Go, Pokemon, Go!

It was 8 p.m. on a Saturday evening at the local park around the corner from our home. The weather was perfect — about 75 degrees with a light breeze and low humidity — and just enough late-evening sun remained for a few children to enjoy some time on the play set and swings

From a distance, I saw a band of preteens marching toward us. They came in a horde, about 10 deep, and I smiled at the idea that these youngsters decided to hang out at a kiddie park on a Saturday. I guess they weren’t too cool to go to the playground.

Then some older ones came. All were staring down at their phones, viewing riveting material. They were talking to each other, turning back to their phones, walking around, then talking more about their next move.

What was going on? Apparently I’d missed the memo that Green Park was the place to be on a Saturday night in July.

Then I heard the tail end of one kid’s conversation and caught the key syllable — ichu. Wait… was it… was it really… Pokemon?

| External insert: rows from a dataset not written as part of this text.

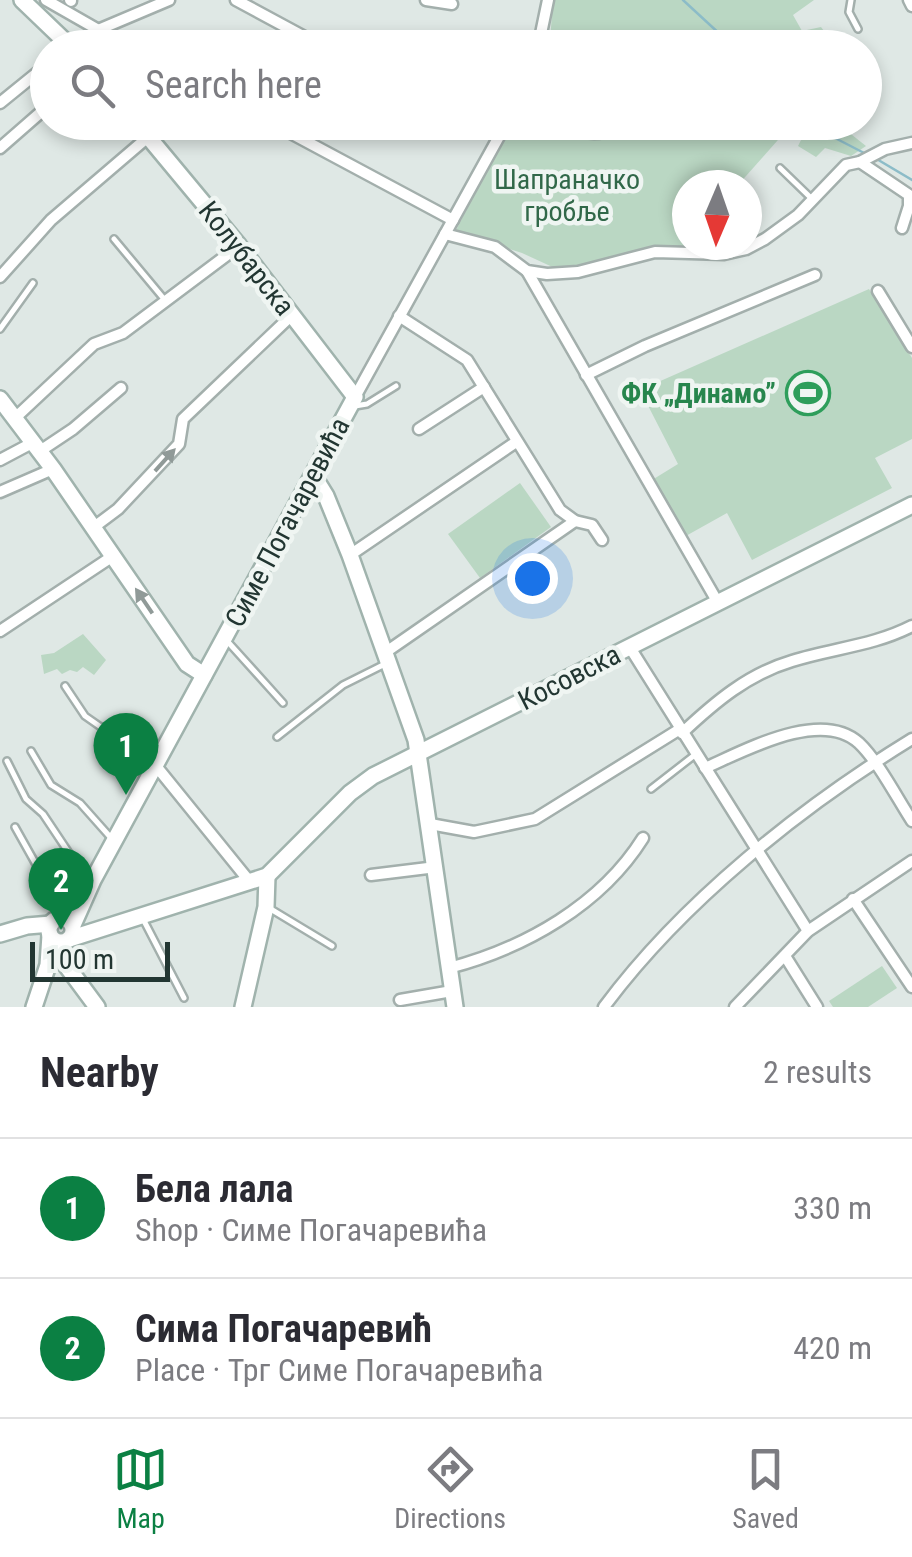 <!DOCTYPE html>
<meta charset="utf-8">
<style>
body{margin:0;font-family:"Roboto Condensed",sans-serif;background:#f7f7f7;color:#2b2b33}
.compass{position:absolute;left:672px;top:170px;width:90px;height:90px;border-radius:50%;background:#fff;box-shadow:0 5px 15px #0003;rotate:182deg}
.scale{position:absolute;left:30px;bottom:25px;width:140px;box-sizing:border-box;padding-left:10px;border:5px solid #223632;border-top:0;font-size:28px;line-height:35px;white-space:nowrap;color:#223632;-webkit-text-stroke:8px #eff5f2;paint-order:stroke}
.you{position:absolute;left:532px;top:578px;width:35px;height:35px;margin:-25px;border:8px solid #fff;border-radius:50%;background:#1a73e8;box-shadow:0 0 0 15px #1a73e833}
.badge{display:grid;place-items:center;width:65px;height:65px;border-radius:50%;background:#0b8043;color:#fff;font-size:32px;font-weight:700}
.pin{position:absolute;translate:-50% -82px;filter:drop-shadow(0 2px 5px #0008)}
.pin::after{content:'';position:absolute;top:52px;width:35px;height:30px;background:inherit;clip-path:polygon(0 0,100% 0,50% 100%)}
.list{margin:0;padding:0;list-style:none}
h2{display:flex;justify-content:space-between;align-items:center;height:130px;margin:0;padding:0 40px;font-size:42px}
h2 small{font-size:32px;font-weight:400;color:#7c7c81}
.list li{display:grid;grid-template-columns:65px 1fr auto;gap:30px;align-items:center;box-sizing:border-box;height:140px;padding:0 40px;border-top:2px solid #e1e1e2}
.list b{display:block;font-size:38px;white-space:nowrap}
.list p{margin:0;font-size:32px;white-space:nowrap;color:#7c7c81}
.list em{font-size:32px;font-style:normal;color:#7c7c81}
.icon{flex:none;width:55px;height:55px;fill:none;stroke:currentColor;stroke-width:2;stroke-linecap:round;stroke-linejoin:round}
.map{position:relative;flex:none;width:912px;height:1007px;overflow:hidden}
.search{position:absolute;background:#fff;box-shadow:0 5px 15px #0003;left:30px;right:30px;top:30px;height:110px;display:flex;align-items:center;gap:25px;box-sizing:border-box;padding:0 35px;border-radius:55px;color:#7c7c81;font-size:38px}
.sheet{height:410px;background:#fff}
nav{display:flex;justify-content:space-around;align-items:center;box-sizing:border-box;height:140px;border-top:2px solid #e1e1e2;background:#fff;font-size:28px;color:#7c7c81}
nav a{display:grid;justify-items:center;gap:5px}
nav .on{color:#0b8043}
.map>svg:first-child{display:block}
.green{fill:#bad7c3}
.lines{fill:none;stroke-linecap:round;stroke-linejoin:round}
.stream{stroke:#8cbcc8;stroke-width:2.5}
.lane-casing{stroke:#a3afac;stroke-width:10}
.street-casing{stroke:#a3afac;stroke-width:15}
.secondary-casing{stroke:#a0b3ad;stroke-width:20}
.lane{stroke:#fff;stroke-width:5}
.street{stroke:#fff;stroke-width:10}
.secondary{stroke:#fff;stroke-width:15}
.oneway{fill:#909a98}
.labels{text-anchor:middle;stroke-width:9;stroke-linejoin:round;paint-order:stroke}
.park-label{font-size:28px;fill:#316849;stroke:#eff5f2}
.street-label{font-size:28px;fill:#223632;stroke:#eff5f2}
.leisure-label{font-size:28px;font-weight:bold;fill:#27864d;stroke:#eff5f2;text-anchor:end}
</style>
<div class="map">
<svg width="912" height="1007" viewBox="0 0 912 1007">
<rect width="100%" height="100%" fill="#dfe8e5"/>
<g class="green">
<polygon points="553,0 814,0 793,15 802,31 821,27 836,47 807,47 799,42 793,48 555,47 550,41"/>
<polygon points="511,123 837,123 866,146 851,156 825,148 816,157 798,146 804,134 793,123 738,185 687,185 687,245 744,245 716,251 662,246 576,270 559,270 522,253 455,232"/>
<polygon points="869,289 912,358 912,439 875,458 892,488 752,560 727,513 684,537 652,480 678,464 640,390"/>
<polygon points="520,483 551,527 480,578 448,534"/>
<polygon points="83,634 106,660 94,675 83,667 77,672 70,670 62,674 57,669 44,674 41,655 54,653"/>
<polygon points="882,966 897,988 868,1007 833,1007 829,1001"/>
</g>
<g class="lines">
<g class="stream">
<polyline points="683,0 735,48"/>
<polyline points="804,122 868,155"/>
<polyline points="875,158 912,180"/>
</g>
<defs>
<g id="lane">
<polyline points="851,0 849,12 858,29"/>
<path d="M 565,122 C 579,134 588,138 606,134 L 613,122"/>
<polyline points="780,168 811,198"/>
<polyline points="114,239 164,299"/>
<polyline points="0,329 33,283"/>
<polyline points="355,406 367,404 396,386"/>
<polyline points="228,642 283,703"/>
<polyline points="65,686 85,716 154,764"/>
<polyline points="277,737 343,685 387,663"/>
<polyline points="31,751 51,785 80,803 112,839"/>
<polyline points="7,761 26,799 43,814 79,868 90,878"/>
<polyline points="651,789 696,754"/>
<polyline points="15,827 38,868 59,918"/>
<polyline points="269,908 332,946"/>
<polyline points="142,917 184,998"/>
</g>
<g id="street">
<polyline points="46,0 130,48"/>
<polyline points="70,0 71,1"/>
<polyline points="236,0 325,48"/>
<polyline points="426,0 452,4"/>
<polyline points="909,0 912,6"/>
<polyline points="72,48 98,30 169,0"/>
<polyline points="538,48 548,0"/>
<polyline points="0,103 48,64"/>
<polyline points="270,122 453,220"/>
<polyline points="0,148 48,106"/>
<polyline points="860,162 909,195 909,206 902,228"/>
<polyline points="445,234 495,247 527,271 547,274 578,272 655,252 724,254 746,249 765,239 798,215 846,165 860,162 885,149 912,143"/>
<polyline points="527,271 717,601"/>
<polyline points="0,277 51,220 148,137"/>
<polyline points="878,291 912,347"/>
<polyline points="399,316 467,360 560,510 575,521 592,525 602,540"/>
<polyline points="586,375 645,346 815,275"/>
<polyline points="355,397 507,122"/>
<polyline points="15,418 94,344 123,333 239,246"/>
<polyline points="419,429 484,387"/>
<polyline points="40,451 73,429 121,388"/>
<polyline points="0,460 32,443"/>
<polyline points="0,492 53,469"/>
<polyline points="94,527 118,509 179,444 183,419 292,315"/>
<polyline points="350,555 516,442"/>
<polyline points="0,631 113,556"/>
<polyline points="629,646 808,931"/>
<polyline points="386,652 575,521"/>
<path d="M 682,733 C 715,702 748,674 792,661 C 833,648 873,646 912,626"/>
<polyline points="156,766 250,882"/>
<path d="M 705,768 C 744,751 821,708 859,743 C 878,761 897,798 912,821"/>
<polyline points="430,824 474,832 535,819 680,729"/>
<polyline points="371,875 436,867"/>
<polyline points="853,899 912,987"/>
<polyline points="785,956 817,1007"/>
<path d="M 449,968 C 525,948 601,905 643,838"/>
<polyline points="400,1000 452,991"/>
<path d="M 604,1007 C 682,902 801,807 912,739"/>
<polyline points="735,1007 808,931 912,861"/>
</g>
<g id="secondary">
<polyline points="22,0 72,48"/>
<polyline points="0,399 53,469 187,664 204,675"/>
<polyline points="313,475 326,496 350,555 416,740 455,1007"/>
<circle cx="61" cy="930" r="12"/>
<polyline points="73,925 93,880 355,397 239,246 136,122"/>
<polyline points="0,934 27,926 51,924"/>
<polyline points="69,939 267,876 350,793 373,776 912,505"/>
<polyline points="57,953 97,1007"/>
<polyline points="34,1007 48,965 50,935"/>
<polyline points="243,1007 266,907 267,876"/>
</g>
</defs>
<use href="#lane" class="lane-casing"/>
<use href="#street" class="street-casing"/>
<use href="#secondary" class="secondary-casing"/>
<use href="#lane" class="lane"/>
<use href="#street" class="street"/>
<use href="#secondary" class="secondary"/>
</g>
<defs><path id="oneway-solid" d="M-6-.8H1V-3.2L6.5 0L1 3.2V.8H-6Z" transform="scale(2.5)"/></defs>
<g class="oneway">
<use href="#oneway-solid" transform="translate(165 460) rotate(-48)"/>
<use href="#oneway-solid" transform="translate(144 601) rotate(-124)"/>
</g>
<defs>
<symbol id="stadium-ring" viewBox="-11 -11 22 22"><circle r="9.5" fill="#eff5f2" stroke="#2e9e5b" stroke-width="1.5"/><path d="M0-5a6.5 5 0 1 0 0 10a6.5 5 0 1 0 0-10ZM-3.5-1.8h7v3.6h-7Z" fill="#2e9e5b"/></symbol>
</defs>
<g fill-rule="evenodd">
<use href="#stadium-ring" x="783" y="368" width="50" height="50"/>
</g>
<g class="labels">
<g class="park-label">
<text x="567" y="189">Шапраначко<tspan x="567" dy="32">гробље</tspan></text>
</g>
<g class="street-label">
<text transform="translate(247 258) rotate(52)" y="10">Колубарска</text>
<text transform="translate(287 522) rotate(-62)" y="10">Симе Погачаревића</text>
<text transform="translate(569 677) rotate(-27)" y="10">Косовска</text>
</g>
<g class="leisure-label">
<text x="776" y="403">ФК „Динамо”</text>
</g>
</g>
</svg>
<svg class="compass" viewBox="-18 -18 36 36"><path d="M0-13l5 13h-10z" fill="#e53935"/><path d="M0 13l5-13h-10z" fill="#7c7c81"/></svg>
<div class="scale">100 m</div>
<div class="you"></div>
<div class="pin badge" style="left:126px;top:795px">1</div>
<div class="pin badge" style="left:61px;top:930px">2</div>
<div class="search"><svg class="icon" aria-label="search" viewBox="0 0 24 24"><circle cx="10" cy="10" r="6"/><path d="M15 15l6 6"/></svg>Search here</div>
</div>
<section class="sheet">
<h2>Nearby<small>2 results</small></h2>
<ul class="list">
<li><span class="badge">1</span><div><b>Бела лала</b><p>Shop · Симе Погачаревића</p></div><em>330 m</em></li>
<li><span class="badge">2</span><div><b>Сима Погачаревић</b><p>Place · Трг Симе Погачаревића</p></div><em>420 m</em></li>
</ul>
</section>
<nav>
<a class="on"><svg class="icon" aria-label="map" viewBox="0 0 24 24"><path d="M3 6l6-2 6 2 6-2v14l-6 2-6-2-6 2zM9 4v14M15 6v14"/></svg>Map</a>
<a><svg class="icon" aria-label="directions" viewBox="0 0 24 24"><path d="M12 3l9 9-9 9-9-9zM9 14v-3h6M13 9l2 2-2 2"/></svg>Directions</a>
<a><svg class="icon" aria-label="saved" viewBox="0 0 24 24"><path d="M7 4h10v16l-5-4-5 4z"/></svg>Saved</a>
</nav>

I’d just seen my first real-life Pokemon Go experience in action. One kid told me that the park was a “Pokestop” (i.e. the location where the Pokemon character had appeared, I think), and the next stop was in the “gym” at the church around the corner. The tweens were just taking a break to figure out strategy to get to this gym — not an actual workout facility, but a virtual place which involves some type of battle between various trainers. Again, I think. Don’t quote me.

I’m probably not even explaining this whole thing correctly. And I did a worse job explaining it to my 72-year-old mother, who just yesterday said that she was clueless about this Pokemon thing and what made it so riveting to people. Now she was able to see them right in front of her.

I could use this space to rag about the silliness of a game that has kids staring at their phones for electronic characters and chasing them about town, but I was happy to see these almost-teens out at the park, enjoying fresh air, getting exercise and talking to each other. Yes, they were talking. In between strategy discussions, I overheard laughing and joking about themselves and each other. They stopped to run around the park and go down the slide, hang on the tire swing and enjoy each other’s company.

Don’t people say that “kids these days” don’t go outside? Well, these kids were. And it was glorious.

Soon, they left, off to the next Pokestop or Pokegym or whatever. My 3 ½-year-old remained oblivious, not yet caught up by the awesomeness of Pokemon Go. I’m sure Nintendo will come up with a new version just in time for him to be paying attention.